La política y el periodismo no se conciben sin el acompañamiento de la ética. ¿Por qué? Porque ambos nobilísimos oficios cumplen un servicio social en beneficio de los ciudadanos.
En los medios de comunicación nacionales (con deshonrosas excepciones) hay reporteros, analistas y editorialistas honorables, con profundo sentido de la ética y del respeto a quien los ve, los lee o los escucha. Ennoblecen el oficio con rectitud. En otros casos, los menos, mina sus frágiles y pestilentes pedestales su voraz apetito pecuniario: tanto por la nota, tanto por la entrevista, tanto por el comentario al aire.
Alguna vez describí un penoso episodio del que fui testigo involuntario. Invitado por el gobernador del Estado de México, desayunaba con él en la Casa de Gobierno en Toluca. Una llamada telefónica interrumpió la sobremesa. Buscaba al gobernador una columnista política de la Ciudad de México. El mandatario estatal atendió el teléfono y regresó a la mesa desencajado.
La “periodista” lo había amenazado soezmente y sin rodeos: “Escúchame bien, tal por cual: si el lunes a mediodía no me has depositado lo que te pedí en nombre de mi jefe, a partir del martes te empiezo a madrear. Te vas a acordar de nosotros”.
–Son varios cientos de miles Luis. Acabo de consultar con el secretario de Gobernación. Me dijo que antes de diez minutos tendría su respuesta.
El gobernador y yo sorbimos café en silencio. A punto de despedirme, volvió a sonar el teléfono. Esta vez un ayudante le llevó al jefe un aparato inalámbrico. Escuché con claridad:
–A sus órdenes señor secretario… Sí, como lo dispongan usted y el señor presidente. No hay problema, yo me hago cargo.

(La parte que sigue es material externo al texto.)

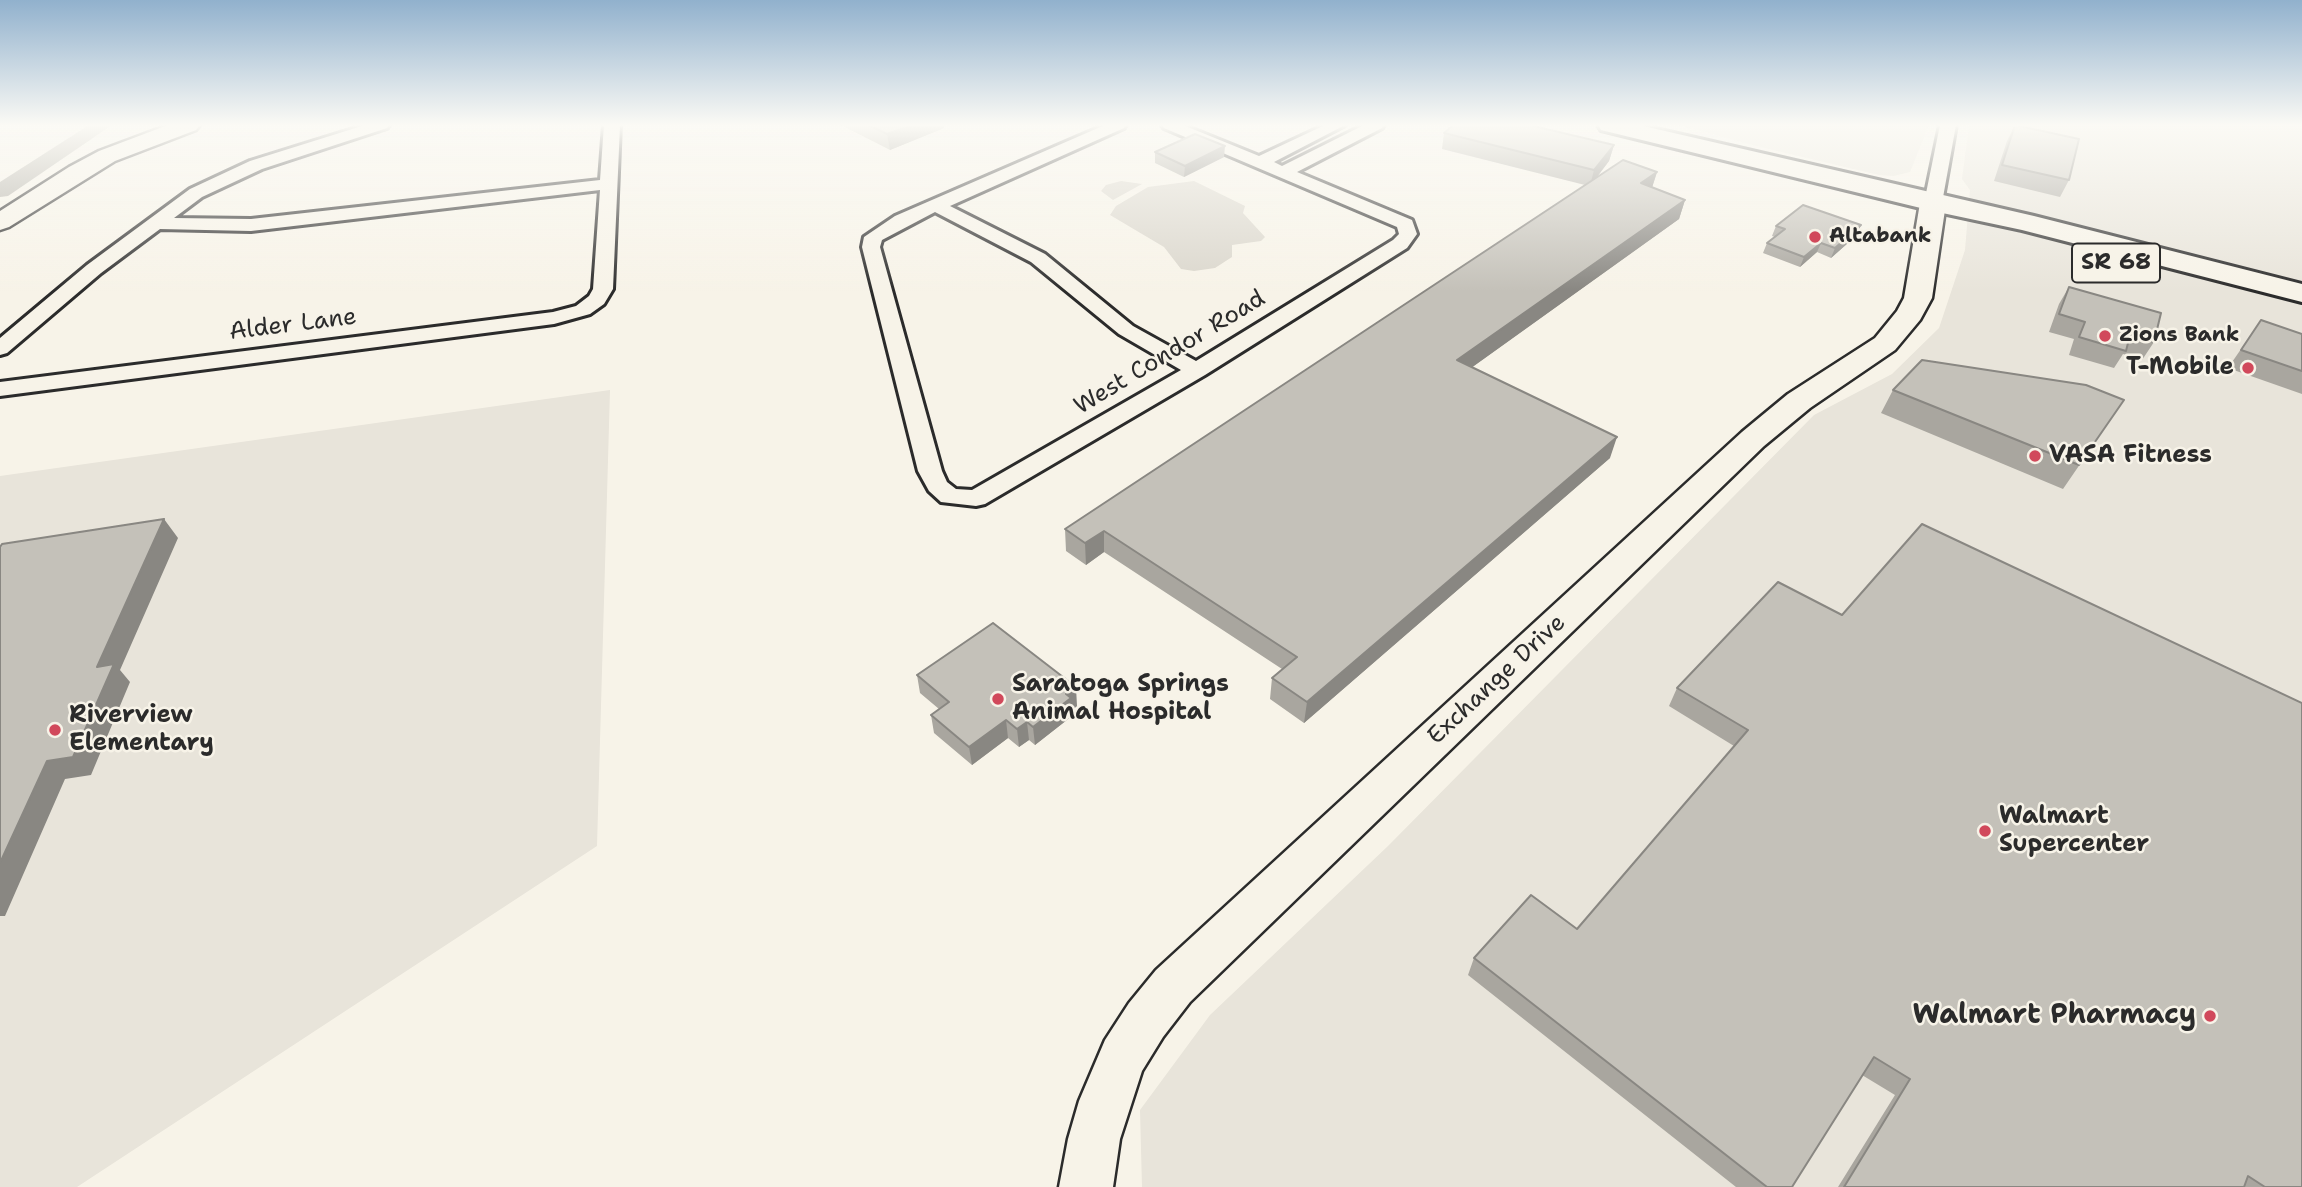 <!DOCTYPE html>
<html>
<head>
<meta charset="utf-8">
<style>
	body { margin:0 }
	canvas { display:block; background:#f7f3e8 }
</style>
</head>
<body>
<canvas width="2302" height="1187"></canvas>
<script>
const g = document.querySelector('canvas').getContext('2d');
g.lineJoin = 'round';
function paint(path, color) { g.fillStyle = color; g.fill(path, 'evenodd'); }
const poly = rows => new Path2D(rows.map(r => 'M' + r).join(''));
function trace(path, color, width, dash) { g.strokeStyle = color; g.lineWidth = width; g.lineCap = dash ? 'butt' : 'round'; g.setLineDash(dash || []); g.stroke(path); }
function write(font, color, halo, rows, align = 'center') {
  g.font = font + ' "Shantell Sans",sans-serif'; g.lineWidth = 5; g.setLineDash([]); g.textBaseline = 'middle'; g.strokeStyle = halo; g.fillStyle = color; for (const [text, x, y, turn = 0] of rows) {
    g.save(); g.translate(x, y); g.rotate((+turn || 0) * Math.PI / 180); g.textAlign = isNaN(turn) ? turn : align; if (halo) g.strokeText(text, 0, 0); g.fillText(text, 0, 0); g.restore();
  }
}
paint(poly([
	[1679,125,1929,125,1910,172,1894,176,1879,175,1756,146],
	[1969,125,2302,125,2302,1187,1142,1187,1140,1110,1210,1015,1388,846,1814,415,1892,374,1939,328,1965,250,1970,190,1962,179],
	[610,390,597,846,77,1187,0,1187,0,476]
]), '#e8e4da');
paint(poly([
	[1121,181,1142,184,1113,200,1101,191,1106,185],
	[1194,181,1245,206,1243,213,1265,237,1261,241,1232,245,1232,257,1215,268,1194,271,1181,269,1164,247,1110,215,1116,206,1148,187]
]), '#dad6cc');
paint(poly([
	[89,125,112,125,8,196,0,197,0,182,89,125]
]), '#afaca4');
const street = poly([
	[365,125,389,125,387,128,262,169,202,197,174,218,251,219,600,180,604,125,620,125,613,289,604,304,590,314,554,324,0,396,0,382,553,312,576,306,589,296,593,289,600,190,251,231,160,229,101,273,7,353,0,355,0,338,87,265,190,189,250,161,365,125],
	[1105,125,1126,125,1124,128,950,206,1045,254,1133,326,1196,361,1393,240,1399,234,1397,227,1164,128,1162,125,1183,125,1259,156,1325,125,1345,125,1274,162,1282,166,1364,125,1384,125,1382,128,1297,172,1412,220,1417,234,1407,248,1205,375,985,504,976,506,941,502,929,491,918,471,862,247,864,237,895,216,1105,125],
	[935,212,1031,262,1119,334,1181,370,972,490,956,489,947,482,942,471,880,247,882,240,935,212],
	[1940,125,1956,125,1942,203,1933,208,1924,203,1940,125]
]);
const secondary = poly([
	[168,125,200,125,196,130,115,161,9,227,0,230,0,211,69,167,99,151,168,125],
	[1933,195,1942,198,1946,203,1932,298,1920,320,1895,350,1810,408,1764,446,1190,1002,1163,1037,1142,1071,1120,1139,1113,1187,1059,1187,1068,1139,1079,1101,1105,1040,1129,1003,1156,970,1742,432,1788,394,1875,338,1897,311,1904,298,1920,203,1924,198,1933,195]
]);
const primary = poly([
	[1598,125,1639,125,2034,216,2302,284,2302,302,2022,230,1933,211,1601,130,1598,125]
]);
trace(street, '#2b2b2b', 6);
trace(secondary, '#2b2b2b', 5);
trace(primary, '#2b2b2b', 6);
paint(street, '#f7f3e8');
paint(secondary, '#f7f3e8');
paint(primary, '#f7f3e8');
paint(poly([
	[841,125,944,125,944,128,890,150],
	[2015,125,2069,180,2060,197,1994,181,2007,141],
	[1444,133,1614,145,1609,161,1597,177,1657,172,1652,187,1685,200,1679,219,1472,367,1610,458,1304,723,1270,699,1272,678,1282,669,1104,552,1086,565,1066,551,1065,529,1585,185,1442,149],
	[1155,152,1224,157,1184,177,1155,163],
	[1776,226,1857,235,1831,258,1817,252,1800,267,1763,253,1767,243,1775,237,1772,236],
	[2069,287,2154,342,2142,360,2123,354,2114,368,2069,355,2074,339,2049,332,2059,304],
	[2261,320,2302,334,2302,394,2228,368],
	[1893,390,2124,400,2063,489,1881,413],
	[1778,582,2302,1187,1838,1187,1895,1095,1862,1075,1792,1187,1736,1187,1468,975,1474,958,1577,929,1734,746,1669,706,1677,688],
	[917,675,1077,706,1072,710,1072,716,1035,745,1029,740,1019,747,1008,738,972,765,934,733,931,715,939,709,920,693]
]), '#a9a69f');
paint(poly([
	[912,125,944,125,944,128,890,150,887,134],
	[1614,145,1609,161,1590,186,1594,170],
	[1225,146,1224,157,1184,177,1185,166],
	[1657,172,1651,191,1641,183],
	[1685,200,1679,219,1453,381,1457,360],
	[1861,225,1857,235,1831,258,1835,248],
	[1821,243,1817,252,1800,267,1804,257],
	[1617,437,1610,458,1304,723,1307,702],
	[164,519,178,538,120,670,130,682,91,775,65,779,5,916,0,916,0,863,47,761,97,667],
	[1104,531,1104,552,1086,565,1085,543],
	[1076,687,1077,706,1072,710,1072,716,1035,745,1033,727,1066,694],
	[1006,720,1008,738,972,765,969,747],
	[1027,722,1029,740,1019,747,1017,729]
]), '#898782');
const building = poly([
	[868,125,912,125,887,134,868,125],
	[1453,125,1529,125,1614,145,1594,170,1444,133,1453,125],
	[2015,125,2079,139,2069,180,2002,165,2015,125],
	[1195,134,1225,146,1185,166,1155,152,1195,134],
	[1623,160,1657,172,1641,183,1685,200,1457,360,1617,437,1307,702,1272,678,1297,657,1104,531,1085,543,1065,529,1623,160],
	[1803,205,1861,225,1835,248,1821,243,1804,257,1767,243,1785,229,1776,226,1803,205],
	[2069,287,2161,313,2154,342,2130,335,2126,351,2079,337,2085,322,2059,314,2069,287],
	[2261,320,2302,334,2302,371,2241,350,2261,320],
	[1922,360,2086,385,2124,400,2079,465,1893,390,1922,360],
	[164,519,97,667,114,664,73,757,47,761,0,863,0,547,2,544,164,519],
	[1922,524,2302,703,2302,1187,2265,1187,2248,1176,2244,1187,1844,1187,1910,1079,1874,1057,1792,1187,1767,1187,1474,958,1531,895,1577,929,1748,730,1677,688,1778,582,1842,615,1922,524],
	[993,623,1076,687,1066,694,1071,698,1033,727,1027,722,1017,729,1006,720,969,747,931,715,949,702,917,675,993,623]
]);
paint(building, '#c4c1b9');
trace(building, '#898782', 2);
const sky = g.createLinearGradient(0, 0, 0, 291);
sky.addColorStop(0, '#91b1cd');
sky.addColorStop(0.43, '#fbfaf5');
sky.addColorStop(1, '#fbfaf500');
g.fillStyle = sky;
g.fillRect(0, 0, 2302, 291);
for (const [x, y, r, color] of [
	[1815,237,7,"#d1495b"],
	[2105,336,7,"#d1495b"],
	[2248,368,7,"#d1495b"],
	[2035,456,7,"#d1495b"],
	[998,699,7,"#d1495b"],
	[55,730,7,"#d1495b"],
	[1985,831,7,"#d1495b"],
	[2210,1016,7,"#d1495b"]
]) { const dot = new Path2D(); dot.arc(x, y, r, 0, 2 * Math.PI); g.fillStyle = color; g.fill(dot); trace(dot, '#f7f3e8', 2.5); }
write('bold 21px', '#2b2b2b', '#f7f3e8', [
	["Altabank",1829,237],
	["Zions Bank",2119,336]
], 'left');
for (const [x, y, w] of [
	[2116,263,88]
]) { const box = new Path2D(); box.roundRect(x - w / 2, y - 19.5, w, 39, 5); g.fillStyle = '#f7f3e8'; g.fill(box); trace(box, '#2b2b2b', 2); }
write('bold 23px', '#2b2b2b', null, [
	["SR 68",2116,263]
]);
write('24px', '#2b2b2b', '#f7f3e8', [
	["Alder Lane",293,325,-7],
	["West Condor Road",1170,353,-31],
	["Exchange Drive",1497,680,-43]
]);
write('bold 24px', '#2b2b2b', '#f7f3e8', [
	["T-Mobile",2234,368,"right"],
	["VASA Fitness",2049,456],
	["Saratoga Springs",1012,685],
	["Animal Hospital",1012,713],
	["Riverview",69,716],
	["Elementary",69,744],
	["Walmart",1999,817],
	["Supercenter",1999,845]
], 'left');
write('bold 28px', '#2b2b2b', '#f7f3e8', [
	["Walmart Pharmacy",2196,1016]
], 'right');
</script>
</body>
</html>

Colgó el gobernador. De camino a la puerta de salida, me confió:
–Ya me dieron la orden Luis: “Entréguele a la señora lo que pide. El gobierno de la República no quiere problemas con sus amigos periodistas”.
Sonrió el gobernador, sonreí yo; encogió los hombros y nos despedimos.
Recordé a Sor Juana Inés de la Cruz: “¿Qué humor puede ser más raro/ que el que, falto de consejo,/ él mismo empaña el espejo/ y siente que no esté claro?… ¿O cuál es más de culpar,/ aunque cualquiera mal haga:/ la que peca por la paga/ o el que paga por pecar?
El cedazo, la criba, el espulgo del ciudadano informado y participativo, es el que debe poner la basura en su lugar. Hecho lo cual, procederá entonces el urgente y necesario rescate de la virtuosa y nobilísima política, ciencia y arte milenario de la conciliación, y ello derivará así en la emancipación del periodismo, fundamento ético de la comunicación social.